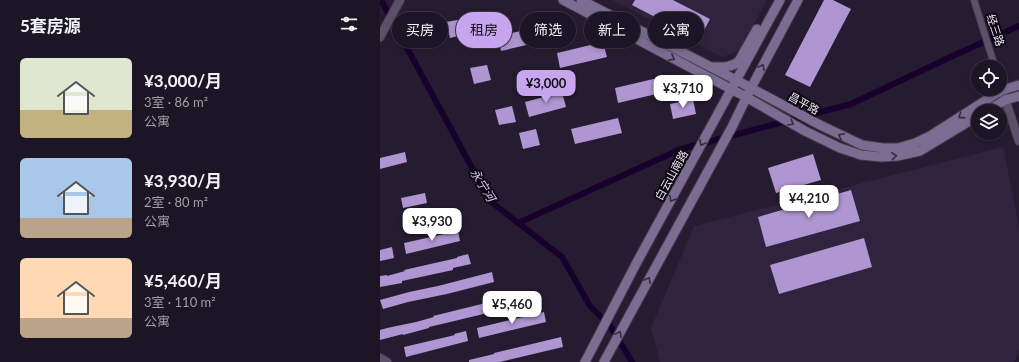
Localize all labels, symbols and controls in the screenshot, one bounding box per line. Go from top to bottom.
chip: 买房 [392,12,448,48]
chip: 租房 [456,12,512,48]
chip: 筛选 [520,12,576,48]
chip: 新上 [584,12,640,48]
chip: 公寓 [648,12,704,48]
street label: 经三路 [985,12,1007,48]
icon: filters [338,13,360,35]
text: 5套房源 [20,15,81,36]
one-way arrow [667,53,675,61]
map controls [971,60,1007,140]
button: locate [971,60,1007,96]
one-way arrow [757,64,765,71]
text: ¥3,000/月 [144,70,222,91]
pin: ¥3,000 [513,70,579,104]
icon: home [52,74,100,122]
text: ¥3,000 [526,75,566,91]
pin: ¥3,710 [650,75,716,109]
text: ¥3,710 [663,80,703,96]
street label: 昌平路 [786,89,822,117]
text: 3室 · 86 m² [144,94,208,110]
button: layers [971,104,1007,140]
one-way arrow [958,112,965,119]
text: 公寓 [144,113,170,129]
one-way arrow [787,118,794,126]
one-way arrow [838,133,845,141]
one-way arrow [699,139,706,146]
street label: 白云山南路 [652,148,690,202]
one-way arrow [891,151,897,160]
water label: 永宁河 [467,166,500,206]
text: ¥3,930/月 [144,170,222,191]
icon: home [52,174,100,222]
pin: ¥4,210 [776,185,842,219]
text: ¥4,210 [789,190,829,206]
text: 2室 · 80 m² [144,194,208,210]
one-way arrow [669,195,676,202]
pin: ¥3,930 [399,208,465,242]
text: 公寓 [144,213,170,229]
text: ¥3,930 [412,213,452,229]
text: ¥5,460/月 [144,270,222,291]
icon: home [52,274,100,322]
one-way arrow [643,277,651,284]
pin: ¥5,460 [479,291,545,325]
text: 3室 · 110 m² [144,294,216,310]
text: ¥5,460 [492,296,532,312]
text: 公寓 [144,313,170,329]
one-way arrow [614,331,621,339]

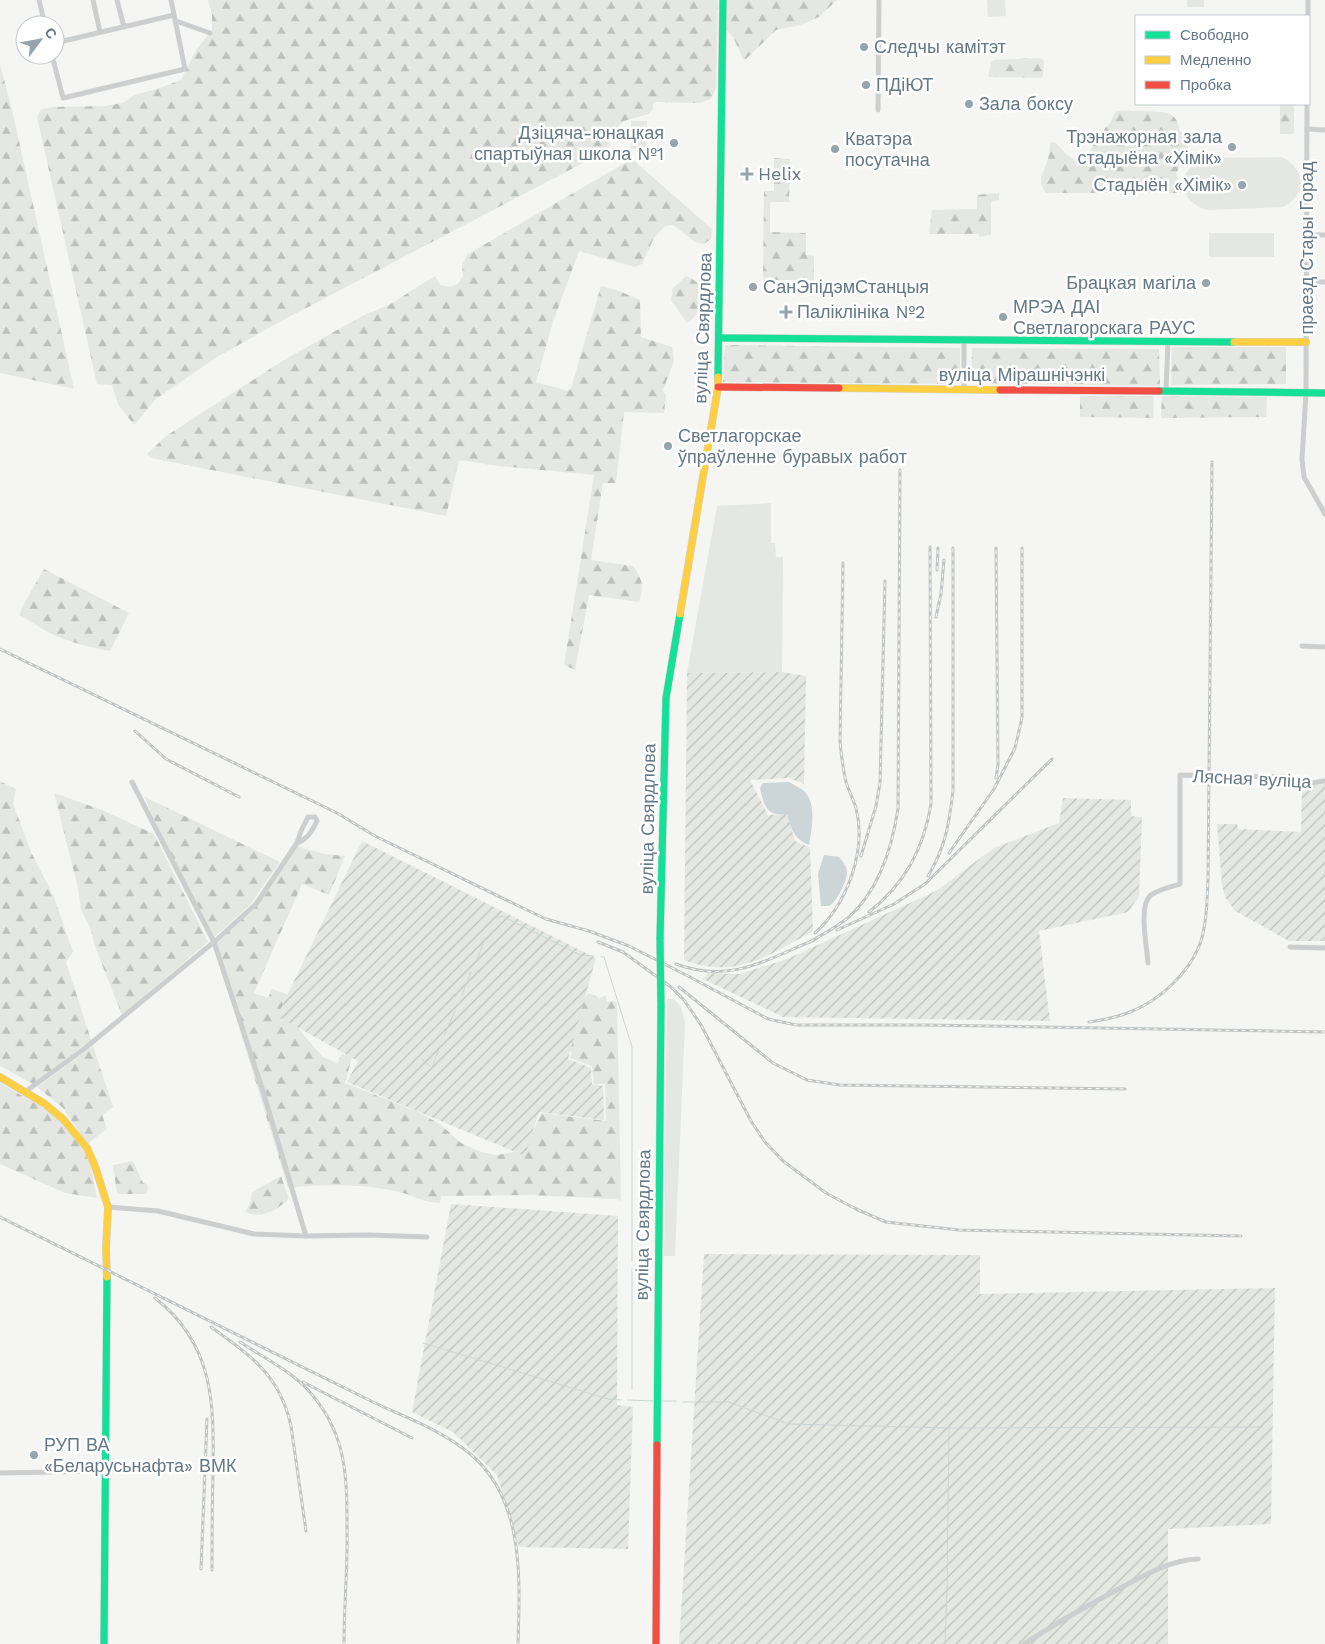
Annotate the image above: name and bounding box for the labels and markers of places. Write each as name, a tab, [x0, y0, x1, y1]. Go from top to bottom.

——

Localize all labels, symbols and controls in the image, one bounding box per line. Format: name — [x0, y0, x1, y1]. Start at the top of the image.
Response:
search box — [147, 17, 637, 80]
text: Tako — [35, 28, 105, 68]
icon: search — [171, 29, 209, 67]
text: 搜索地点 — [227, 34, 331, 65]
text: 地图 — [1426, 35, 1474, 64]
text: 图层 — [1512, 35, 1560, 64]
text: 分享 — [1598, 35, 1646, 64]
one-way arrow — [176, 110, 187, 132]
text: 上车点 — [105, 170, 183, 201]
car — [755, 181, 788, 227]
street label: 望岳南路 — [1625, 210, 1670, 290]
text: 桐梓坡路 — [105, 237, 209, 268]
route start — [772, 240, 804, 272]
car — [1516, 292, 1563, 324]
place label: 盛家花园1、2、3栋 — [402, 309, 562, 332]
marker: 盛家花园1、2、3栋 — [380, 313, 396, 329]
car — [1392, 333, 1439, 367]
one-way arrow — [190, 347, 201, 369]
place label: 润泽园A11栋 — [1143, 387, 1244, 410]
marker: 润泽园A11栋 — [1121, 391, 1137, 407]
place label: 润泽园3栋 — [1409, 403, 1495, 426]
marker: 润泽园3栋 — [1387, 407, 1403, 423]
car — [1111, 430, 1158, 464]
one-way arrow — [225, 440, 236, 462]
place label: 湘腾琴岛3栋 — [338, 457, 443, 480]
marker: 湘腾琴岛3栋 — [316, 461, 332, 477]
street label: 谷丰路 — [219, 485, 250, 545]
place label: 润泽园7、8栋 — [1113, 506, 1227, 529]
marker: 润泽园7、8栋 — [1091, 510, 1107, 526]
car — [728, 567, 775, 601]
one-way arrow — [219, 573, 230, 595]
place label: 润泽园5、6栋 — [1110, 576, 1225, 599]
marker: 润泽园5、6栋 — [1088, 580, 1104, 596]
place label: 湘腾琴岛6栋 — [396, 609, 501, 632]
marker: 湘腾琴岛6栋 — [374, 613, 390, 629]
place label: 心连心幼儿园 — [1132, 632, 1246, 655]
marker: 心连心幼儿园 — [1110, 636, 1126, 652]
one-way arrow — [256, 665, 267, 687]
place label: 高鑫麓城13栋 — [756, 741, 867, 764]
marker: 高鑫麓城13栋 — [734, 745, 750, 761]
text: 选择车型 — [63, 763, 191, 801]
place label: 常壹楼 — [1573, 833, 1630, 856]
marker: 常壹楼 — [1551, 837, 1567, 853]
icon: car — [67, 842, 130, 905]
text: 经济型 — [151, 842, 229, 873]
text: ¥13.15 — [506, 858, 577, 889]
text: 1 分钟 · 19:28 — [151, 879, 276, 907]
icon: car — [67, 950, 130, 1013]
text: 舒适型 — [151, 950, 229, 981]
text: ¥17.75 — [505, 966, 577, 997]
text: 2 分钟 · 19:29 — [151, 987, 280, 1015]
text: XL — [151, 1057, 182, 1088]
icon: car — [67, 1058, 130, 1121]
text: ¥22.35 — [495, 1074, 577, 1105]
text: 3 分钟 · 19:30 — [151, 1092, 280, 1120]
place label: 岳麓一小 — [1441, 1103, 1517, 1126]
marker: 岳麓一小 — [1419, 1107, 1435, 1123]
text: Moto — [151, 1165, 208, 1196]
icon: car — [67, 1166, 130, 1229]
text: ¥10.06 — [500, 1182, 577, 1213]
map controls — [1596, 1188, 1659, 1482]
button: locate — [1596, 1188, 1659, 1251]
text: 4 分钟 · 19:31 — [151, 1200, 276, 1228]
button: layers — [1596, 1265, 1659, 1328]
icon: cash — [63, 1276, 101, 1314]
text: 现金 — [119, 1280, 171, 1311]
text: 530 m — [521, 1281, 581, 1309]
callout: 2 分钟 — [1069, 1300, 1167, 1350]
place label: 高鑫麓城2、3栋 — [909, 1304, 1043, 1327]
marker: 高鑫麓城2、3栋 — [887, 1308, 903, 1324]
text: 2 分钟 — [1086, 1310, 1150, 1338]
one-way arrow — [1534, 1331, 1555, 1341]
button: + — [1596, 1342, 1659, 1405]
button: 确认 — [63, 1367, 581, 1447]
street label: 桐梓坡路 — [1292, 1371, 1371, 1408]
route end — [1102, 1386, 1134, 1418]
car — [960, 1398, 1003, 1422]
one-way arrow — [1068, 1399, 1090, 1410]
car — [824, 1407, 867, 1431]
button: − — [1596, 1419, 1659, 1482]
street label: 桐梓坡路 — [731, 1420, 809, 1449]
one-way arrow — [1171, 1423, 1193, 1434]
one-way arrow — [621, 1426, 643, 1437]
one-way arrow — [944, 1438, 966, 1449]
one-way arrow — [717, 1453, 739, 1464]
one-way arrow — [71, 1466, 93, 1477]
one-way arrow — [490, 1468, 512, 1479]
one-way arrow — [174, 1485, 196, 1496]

——

YOUR GOAL: Search the records for the string "image" and, wherever a line contains it, please copy that line.

SOLUTION TO THE PROBLEM:
Annotate the image above: name and bounding box for the labels and markers of places. Write each as name, a tab, [x0, y0, x1, y1]. Go from top to bottom.
Localize all labels, symbols and controls in the image, one bounding box per line. Format: name — [x0, y0, x1, y1]. Start at the top of the image.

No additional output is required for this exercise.